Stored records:
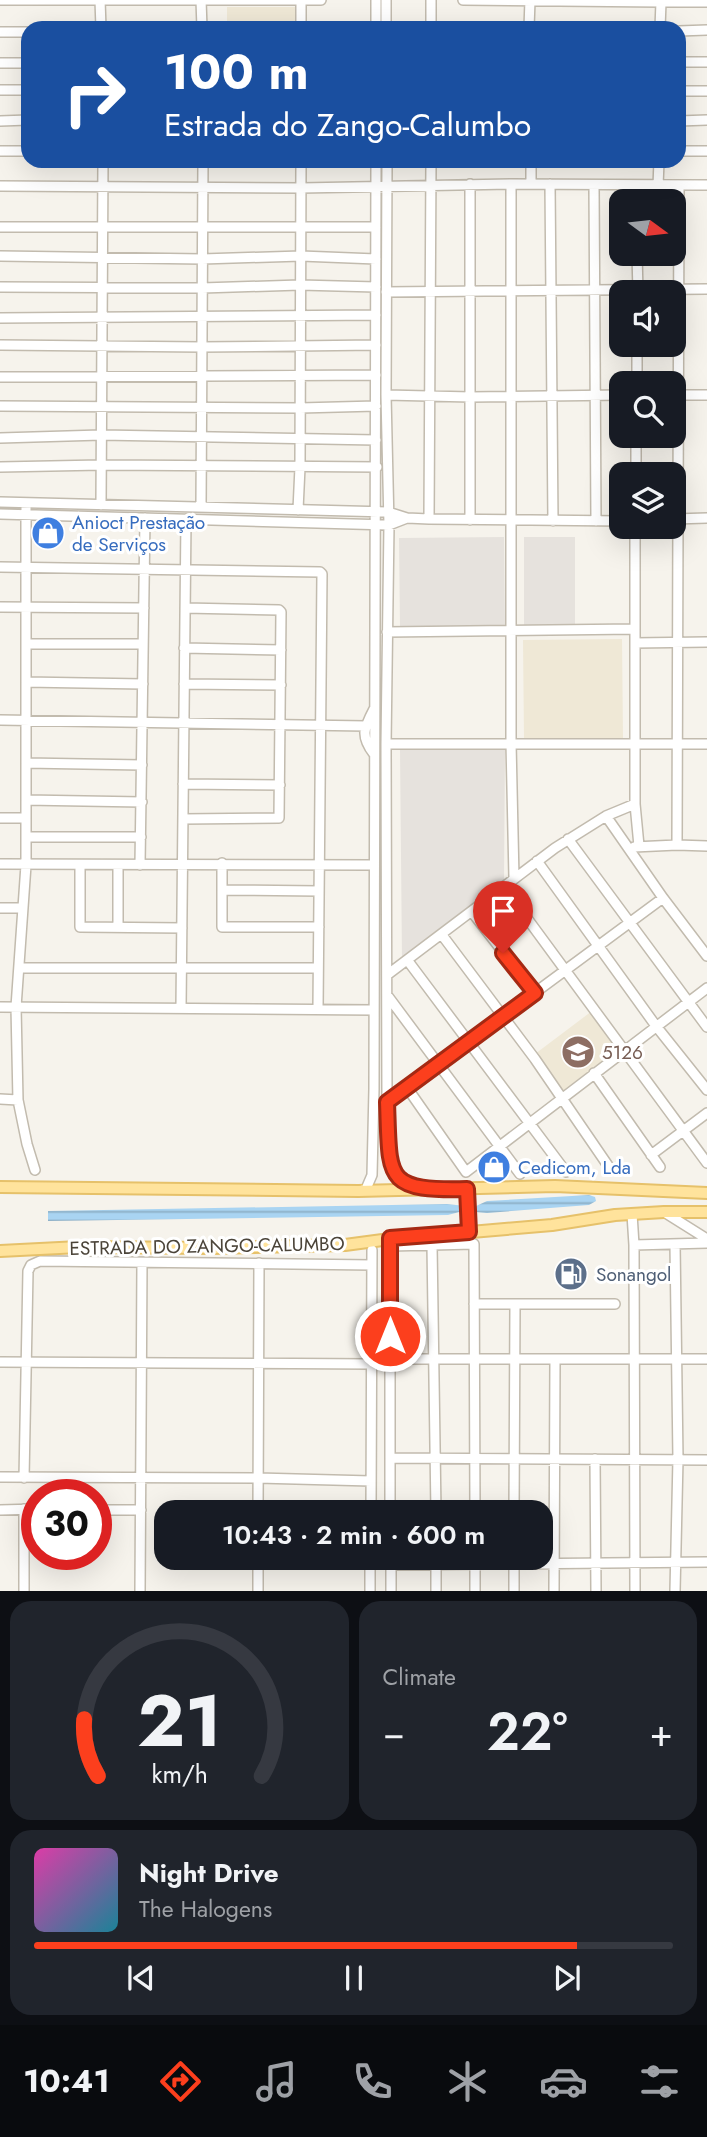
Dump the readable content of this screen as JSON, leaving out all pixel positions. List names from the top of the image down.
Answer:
{
  "streets": {
    "main road": ["ESTRADA DO ZANGO-CALUMBO"]
  },
  "places": {
    "shop": ["Anioct Prestação de Serviços", "Cedicom, Lda"],
    "school or university": ["5126"],
    "fuel station": ["Sonangol"]
  },
  "north": "right",
  "page": {
    "turn": ["100 m", "Estrada do Zango-Calumbo"],
    "limit": "30",
    "trip": "10:43 · 2 min · 600 m",
    "tile": "Climate",
    "heat": ["−", "22°", "+"],
    "song": ["Night Drive", "The Halogens"],
    "tabs": "10:41",
    "gauge": ["21", "km/h"]
  }
}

● **Exercise description**
Without the pictures, retype all of the data above exactly.

● **Completed exercise**
Dump the readable content of this screen as JSON, leaving out all pixel positions. List names from the top of the image down.
Answer:
{
  "streets": {
    "main road": ["ESTRADA DO ZANGO-CALUMBO"]
  },
  "places": {
    "shop": ["Anioct Prestação de Serviços", "Cedicom, Lda"],
    "school or university": ["5126"],
    "fuel station": ["Sonangol"]
  },
  "north": "right",
  "page": {
    "turn": ["100 m", "Estrada do Zango-Calumbo"],
    "limit": "30",
    "trip": "10:43 · 2 min · 600 m",
    "tile": "Climate",
    "heat": ["−", "22°", "+"],
    "song": ["Night Drive", "The Halogens"],
    "tabs": "10:41",
    "gauge": ["21", "km/h"]
  }
}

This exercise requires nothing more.